但更糟糕的是老幺不仅没有得到想要的结果,还破坏了他和甘愿后面的计划。毕竟,利用别人心软这种事,有一次就已经够龌龊的了,若是反复地来来去去,那就有些下作了。
只是这些老幺不太理解,以至他内疚的同时还有些苦恼,因为无法理解那些复杂的心思而苦恼,因为总是办砸事情而苦恼。
“行了,先散了吧。”甘愿说。
他感觉有些疲累。
不是身体上的疲累,而是茫然地寻不到出路的疲累。
说实话,他到现在都不确定到底该怎样做才好,到底该怎样做才是对的。
好不容易才暂时放下了仇恨的包袱,就一心地想着要好好地照看着任幸,可如果,任幸最大的希望就是让他离开呢
毕竟她从始至终就没有欢迎过她。
她所做的每一件事都是离开他的视线或是赶他走。
如果是真的想让她开心让她高兴,那他是不是离开这里才是对的。
打开手机相册,看那里面的唯一一张相片。
当时也不知怎地就鬼使神差地偷偷拍下来了。
只知道当他听到董欣怡转述的任幸的话时,当听到任幸说他们会嘲笑她嫌弃她瞧不起她时,他就感觉难受得不行,就一心地很想见到她,很想对她说些什么。于是就转身偷偷地去了,却到最后也只是鬼使神差地偷偷地拍下了这张照片。
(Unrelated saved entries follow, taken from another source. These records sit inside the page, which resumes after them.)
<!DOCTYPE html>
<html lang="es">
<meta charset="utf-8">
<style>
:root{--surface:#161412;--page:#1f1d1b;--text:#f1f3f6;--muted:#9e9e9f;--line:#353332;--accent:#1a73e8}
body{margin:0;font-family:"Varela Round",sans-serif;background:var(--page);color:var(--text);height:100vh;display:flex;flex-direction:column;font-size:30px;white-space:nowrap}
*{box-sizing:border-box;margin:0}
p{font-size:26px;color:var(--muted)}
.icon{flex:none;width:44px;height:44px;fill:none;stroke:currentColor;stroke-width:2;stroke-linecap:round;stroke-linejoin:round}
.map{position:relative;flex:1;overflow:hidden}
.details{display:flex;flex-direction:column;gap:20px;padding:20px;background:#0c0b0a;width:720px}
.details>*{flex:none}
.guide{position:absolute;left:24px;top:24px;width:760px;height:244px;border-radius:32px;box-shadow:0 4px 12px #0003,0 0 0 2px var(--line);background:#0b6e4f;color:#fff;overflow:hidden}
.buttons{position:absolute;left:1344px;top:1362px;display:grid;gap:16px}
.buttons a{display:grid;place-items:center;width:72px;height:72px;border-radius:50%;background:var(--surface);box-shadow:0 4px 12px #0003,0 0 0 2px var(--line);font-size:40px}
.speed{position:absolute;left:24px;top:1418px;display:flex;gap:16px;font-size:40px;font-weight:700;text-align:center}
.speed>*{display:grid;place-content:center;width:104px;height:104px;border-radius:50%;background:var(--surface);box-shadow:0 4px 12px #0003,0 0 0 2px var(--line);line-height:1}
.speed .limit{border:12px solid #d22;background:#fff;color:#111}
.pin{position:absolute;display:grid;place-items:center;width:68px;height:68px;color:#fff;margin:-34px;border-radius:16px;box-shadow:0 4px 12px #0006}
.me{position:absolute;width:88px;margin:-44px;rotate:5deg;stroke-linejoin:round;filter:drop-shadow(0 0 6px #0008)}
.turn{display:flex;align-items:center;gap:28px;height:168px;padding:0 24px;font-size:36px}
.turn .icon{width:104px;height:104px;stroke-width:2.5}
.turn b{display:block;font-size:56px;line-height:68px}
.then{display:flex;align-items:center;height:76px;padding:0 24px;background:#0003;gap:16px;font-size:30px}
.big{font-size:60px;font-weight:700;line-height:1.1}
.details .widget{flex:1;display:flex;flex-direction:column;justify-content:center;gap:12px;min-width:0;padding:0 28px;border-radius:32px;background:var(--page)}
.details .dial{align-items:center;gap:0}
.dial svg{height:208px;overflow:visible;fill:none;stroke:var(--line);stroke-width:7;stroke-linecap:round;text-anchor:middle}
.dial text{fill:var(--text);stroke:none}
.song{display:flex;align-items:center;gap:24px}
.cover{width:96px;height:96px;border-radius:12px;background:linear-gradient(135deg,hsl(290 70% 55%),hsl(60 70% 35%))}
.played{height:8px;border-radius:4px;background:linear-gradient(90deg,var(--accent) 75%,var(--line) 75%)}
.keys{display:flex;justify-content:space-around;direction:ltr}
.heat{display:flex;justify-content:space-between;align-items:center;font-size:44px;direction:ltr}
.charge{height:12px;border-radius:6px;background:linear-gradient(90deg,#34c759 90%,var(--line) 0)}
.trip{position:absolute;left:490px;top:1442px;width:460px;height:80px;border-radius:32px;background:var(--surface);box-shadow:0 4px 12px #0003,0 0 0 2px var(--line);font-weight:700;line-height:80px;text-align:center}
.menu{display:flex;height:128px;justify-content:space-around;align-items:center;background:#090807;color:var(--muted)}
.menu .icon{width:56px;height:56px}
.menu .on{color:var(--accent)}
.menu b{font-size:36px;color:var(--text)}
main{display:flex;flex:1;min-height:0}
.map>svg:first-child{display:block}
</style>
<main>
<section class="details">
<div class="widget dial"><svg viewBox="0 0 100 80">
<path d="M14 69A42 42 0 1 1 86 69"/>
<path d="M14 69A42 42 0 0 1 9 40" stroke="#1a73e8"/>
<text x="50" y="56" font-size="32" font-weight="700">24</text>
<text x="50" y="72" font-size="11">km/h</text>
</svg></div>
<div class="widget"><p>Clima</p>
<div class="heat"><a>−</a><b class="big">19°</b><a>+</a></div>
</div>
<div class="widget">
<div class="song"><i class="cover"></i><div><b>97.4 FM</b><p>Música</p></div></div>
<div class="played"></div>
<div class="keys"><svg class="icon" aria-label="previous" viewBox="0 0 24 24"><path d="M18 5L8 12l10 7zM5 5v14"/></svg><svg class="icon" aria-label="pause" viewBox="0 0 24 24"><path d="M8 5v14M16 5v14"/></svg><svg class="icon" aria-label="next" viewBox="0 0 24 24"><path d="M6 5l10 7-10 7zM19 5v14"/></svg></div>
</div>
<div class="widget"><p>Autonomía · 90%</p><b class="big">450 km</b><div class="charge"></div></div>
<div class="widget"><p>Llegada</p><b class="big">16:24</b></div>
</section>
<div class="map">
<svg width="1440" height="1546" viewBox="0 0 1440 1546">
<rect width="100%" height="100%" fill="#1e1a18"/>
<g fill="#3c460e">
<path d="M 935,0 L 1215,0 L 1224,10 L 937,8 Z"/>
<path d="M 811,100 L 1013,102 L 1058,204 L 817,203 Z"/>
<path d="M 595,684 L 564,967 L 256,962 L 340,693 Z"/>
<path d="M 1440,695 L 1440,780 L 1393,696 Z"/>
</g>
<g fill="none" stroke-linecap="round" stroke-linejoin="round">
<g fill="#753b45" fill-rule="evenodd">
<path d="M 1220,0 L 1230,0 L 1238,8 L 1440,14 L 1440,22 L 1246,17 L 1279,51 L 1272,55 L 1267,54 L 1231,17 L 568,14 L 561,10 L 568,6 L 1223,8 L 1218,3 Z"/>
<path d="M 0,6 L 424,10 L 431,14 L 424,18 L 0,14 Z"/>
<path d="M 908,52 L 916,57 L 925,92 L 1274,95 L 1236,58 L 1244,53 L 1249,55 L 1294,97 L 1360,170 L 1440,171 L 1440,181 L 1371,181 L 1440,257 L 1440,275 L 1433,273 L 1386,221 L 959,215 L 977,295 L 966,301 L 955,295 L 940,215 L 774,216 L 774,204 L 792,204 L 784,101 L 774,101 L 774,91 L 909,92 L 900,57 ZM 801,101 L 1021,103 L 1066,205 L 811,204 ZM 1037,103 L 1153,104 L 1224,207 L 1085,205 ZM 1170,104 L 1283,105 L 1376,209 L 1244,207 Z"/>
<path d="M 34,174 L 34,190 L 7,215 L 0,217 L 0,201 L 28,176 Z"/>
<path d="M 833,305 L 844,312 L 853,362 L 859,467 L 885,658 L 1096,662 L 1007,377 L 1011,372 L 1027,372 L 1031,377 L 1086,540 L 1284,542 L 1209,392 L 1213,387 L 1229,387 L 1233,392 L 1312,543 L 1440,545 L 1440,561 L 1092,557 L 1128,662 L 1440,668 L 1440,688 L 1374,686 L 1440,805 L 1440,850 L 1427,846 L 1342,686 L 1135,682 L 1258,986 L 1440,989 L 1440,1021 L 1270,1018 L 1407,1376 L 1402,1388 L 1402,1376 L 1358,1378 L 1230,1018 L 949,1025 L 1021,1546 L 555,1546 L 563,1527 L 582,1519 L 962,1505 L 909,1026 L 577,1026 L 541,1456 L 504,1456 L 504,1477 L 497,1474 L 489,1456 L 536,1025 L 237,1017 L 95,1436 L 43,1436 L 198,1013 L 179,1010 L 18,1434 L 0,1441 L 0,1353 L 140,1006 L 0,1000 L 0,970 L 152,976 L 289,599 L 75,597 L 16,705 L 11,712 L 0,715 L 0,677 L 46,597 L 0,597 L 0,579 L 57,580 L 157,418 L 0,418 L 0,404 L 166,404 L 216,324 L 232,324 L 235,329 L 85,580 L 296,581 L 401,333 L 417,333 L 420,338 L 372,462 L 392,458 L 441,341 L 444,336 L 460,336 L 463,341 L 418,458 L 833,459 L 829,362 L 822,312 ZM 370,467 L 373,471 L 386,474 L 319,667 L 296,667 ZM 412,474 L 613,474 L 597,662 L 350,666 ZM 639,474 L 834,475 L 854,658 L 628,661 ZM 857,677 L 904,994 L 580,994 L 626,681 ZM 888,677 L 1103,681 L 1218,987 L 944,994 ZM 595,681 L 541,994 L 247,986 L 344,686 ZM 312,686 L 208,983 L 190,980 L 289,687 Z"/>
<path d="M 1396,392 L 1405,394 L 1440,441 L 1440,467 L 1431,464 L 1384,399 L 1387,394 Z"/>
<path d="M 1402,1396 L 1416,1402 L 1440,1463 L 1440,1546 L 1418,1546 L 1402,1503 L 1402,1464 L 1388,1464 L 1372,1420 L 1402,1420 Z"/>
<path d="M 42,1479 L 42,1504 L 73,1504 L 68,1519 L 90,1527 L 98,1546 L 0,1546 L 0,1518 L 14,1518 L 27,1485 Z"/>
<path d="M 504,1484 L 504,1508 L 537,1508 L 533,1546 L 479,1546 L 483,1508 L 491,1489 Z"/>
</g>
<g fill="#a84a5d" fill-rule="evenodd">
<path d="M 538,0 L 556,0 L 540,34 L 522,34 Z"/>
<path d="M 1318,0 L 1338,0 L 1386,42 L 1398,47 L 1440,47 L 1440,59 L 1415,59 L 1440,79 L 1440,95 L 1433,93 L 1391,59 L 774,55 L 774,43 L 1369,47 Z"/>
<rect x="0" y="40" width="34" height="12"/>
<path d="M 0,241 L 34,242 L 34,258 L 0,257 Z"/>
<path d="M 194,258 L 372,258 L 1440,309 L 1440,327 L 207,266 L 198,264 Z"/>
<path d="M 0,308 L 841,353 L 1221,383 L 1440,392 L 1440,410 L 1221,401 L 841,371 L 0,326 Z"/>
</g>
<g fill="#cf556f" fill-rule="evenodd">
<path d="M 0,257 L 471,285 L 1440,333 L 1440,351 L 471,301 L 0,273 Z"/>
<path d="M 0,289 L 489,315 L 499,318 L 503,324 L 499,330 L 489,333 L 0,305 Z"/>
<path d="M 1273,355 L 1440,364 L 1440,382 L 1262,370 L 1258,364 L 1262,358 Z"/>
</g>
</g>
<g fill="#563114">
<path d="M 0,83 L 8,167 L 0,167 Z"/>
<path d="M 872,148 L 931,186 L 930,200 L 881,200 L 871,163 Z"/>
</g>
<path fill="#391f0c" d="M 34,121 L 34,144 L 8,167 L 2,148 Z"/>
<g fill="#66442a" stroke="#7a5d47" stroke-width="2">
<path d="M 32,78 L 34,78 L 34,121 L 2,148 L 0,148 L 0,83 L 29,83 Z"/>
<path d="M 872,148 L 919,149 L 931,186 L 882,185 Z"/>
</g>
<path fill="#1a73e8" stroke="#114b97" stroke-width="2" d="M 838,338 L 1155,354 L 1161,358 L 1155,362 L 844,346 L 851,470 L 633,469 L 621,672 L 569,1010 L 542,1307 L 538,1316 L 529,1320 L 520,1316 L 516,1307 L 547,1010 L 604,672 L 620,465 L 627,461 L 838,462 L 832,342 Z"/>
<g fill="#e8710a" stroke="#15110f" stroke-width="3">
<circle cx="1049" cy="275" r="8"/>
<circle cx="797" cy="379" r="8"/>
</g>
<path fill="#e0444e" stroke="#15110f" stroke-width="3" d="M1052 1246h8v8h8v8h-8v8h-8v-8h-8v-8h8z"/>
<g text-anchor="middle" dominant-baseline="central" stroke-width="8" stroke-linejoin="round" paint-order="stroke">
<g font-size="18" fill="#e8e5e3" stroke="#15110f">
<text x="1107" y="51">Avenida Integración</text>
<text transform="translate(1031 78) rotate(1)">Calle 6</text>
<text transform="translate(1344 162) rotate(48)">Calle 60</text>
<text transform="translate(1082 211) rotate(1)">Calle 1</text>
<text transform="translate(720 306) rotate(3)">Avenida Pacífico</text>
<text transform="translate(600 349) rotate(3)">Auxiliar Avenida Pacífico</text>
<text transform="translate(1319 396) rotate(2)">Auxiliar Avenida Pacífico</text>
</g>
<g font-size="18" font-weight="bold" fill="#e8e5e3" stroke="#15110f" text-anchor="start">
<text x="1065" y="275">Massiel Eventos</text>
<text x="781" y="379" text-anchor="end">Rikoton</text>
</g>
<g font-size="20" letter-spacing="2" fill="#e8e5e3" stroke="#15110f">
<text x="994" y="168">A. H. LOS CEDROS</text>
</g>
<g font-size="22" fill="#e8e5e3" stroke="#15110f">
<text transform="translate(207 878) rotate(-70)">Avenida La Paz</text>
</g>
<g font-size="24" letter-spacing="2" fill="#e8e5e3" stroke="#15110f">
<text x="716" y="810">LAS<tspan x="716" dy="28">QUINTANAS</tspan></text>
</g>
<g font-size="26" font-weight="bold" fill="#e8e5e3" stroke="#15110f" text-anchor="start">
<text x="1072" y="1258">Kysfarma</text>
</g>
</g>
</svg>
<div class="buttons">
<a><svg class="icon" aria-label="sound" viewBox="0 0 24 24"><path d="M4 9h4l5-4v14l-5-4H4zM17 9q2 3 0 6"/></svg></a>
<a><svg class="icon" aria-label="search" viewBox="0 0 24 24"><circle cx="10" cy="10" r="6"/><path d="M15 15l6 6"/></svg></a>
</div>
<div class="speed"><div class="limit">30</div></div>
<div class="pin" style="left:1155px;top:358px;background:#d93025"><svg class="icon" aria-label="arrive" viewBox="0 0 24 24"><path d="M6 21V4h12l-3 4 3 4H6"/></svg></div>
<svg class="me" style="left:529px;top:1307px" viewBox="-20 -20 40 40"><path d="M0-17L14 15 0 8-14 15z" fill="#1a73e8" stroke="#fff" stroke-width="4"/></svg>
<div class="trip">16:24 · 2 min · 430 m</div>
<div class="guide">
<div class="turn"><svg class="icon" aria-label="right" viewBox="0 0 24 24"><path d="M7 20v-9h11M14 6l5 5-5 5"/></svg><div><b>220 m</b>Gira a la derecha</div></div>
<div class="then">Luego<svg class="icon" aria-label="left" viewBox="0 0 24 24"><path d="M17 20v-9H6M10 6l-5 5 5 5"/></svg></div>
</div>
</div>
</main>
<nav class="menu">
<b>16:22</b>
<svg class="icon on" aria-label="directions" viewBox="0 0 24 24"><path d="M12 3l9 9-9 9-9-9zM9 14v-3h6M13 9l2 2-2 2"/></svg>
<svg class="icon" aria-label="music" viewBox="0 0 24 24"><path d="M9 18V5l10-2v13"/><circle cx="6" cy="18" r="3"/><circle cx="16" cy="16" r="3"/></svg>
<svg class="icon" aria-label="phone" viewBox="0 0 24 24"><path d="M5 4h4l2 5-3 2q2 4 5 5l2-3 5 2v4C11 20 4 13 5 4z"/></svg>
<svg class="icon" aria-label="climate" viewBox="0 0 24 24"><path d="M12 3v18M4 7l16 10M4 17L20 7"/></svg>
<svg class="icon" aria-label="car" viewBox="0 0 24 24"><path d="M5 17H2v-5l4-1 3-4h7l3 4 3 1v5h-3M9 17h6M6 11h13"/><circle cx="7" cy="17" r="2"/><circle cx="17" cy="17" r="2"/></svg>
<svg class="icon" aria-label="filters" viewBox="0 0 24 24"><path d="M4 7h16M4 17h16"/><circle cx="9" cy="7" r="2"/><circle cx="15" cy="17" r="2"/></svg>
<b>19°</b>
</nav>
照片上的小人躺在床上简直乖巧得不行,可爱得不行,就像是个一碰即碎的瓷娃娃,天生就是让人疼的。
他从没见过这样的任幸。
微抿着粉嫩粉嫩的唇瓣,看起来有点儿委屈,又有点儿认真,仿佛是在研究着什么的样子
至于到底在研究着什么
甘愿将图片放大,直到看清她正在查看的百度百科,那上面写着——氰、化钾
第346章 女生外向()
一幢庄严华丽的欧式别墅的大门前,陆航伸长了腿,惬意而慵懒地坐在保姆车的后座中,一边摆弄着手里的手机,一边等着人,直到一道亮丽的人影带着清淡沁人的香气施施然地进入了车中,他才略带一丝不耐地开口说到,“这等女人出门,就是麻烦。”而从始至终,他的视线都没有离开过他的手机。
女人同样也没有看他一眼,上车后就仔细着自己的裙子,明明是上好的纱料,却好像总是怕会出褶皱一样,小心翼翼地折腾了半天,直到确定绝对不会因为“坐下”这个动作而破坏了裙子的美感之后,才缓缓地安心坐下了。
可是坐下之后又开始担心乱了自己刚刚做好的发型,以至脑袋根本就不敢靠在椅背上,最后左右思量了半天,拿过一个抱枕顶在了后背,脑袋悬空了才算满意。然后才对着前面的司机吩咐到,“开车吧。”
而等车缓缓地起步之后,女人才像是刚刚想起陆航一样,如涓涓泉水般的声音悠悠地回了他一句,“你可以不等的。”
陆航早就习惯了这个女人的态度,也不以为意,一边用手机刷着任幸的各种新闻,一边幽幽地说着风凉话,“我只是觉得为了那么一个当兵的而这样盛装打扮完全没有必要,他会欣赏吗?”
女人不屑地嗤笑到,“他自然没你懂得欣赏,万花丛中的常住之客,又岂是一般人可以比的。而提起陆大少的那些风流韵事,圈子里又有几人不艳羡的。”
“嘁!”
陆航非但不以为意,反而理所当然地回到,“这才是男人。有问题的是那个甘愿。”
好似突然想到什么的陆航终于放下了手机,饶有兴致地抬头看向女人,用磁性惑人的声音将一个字一个字缓缓地吹到了女人的耳朵里,道,“我就不相信你没有听到过关于甘愿不行的传言”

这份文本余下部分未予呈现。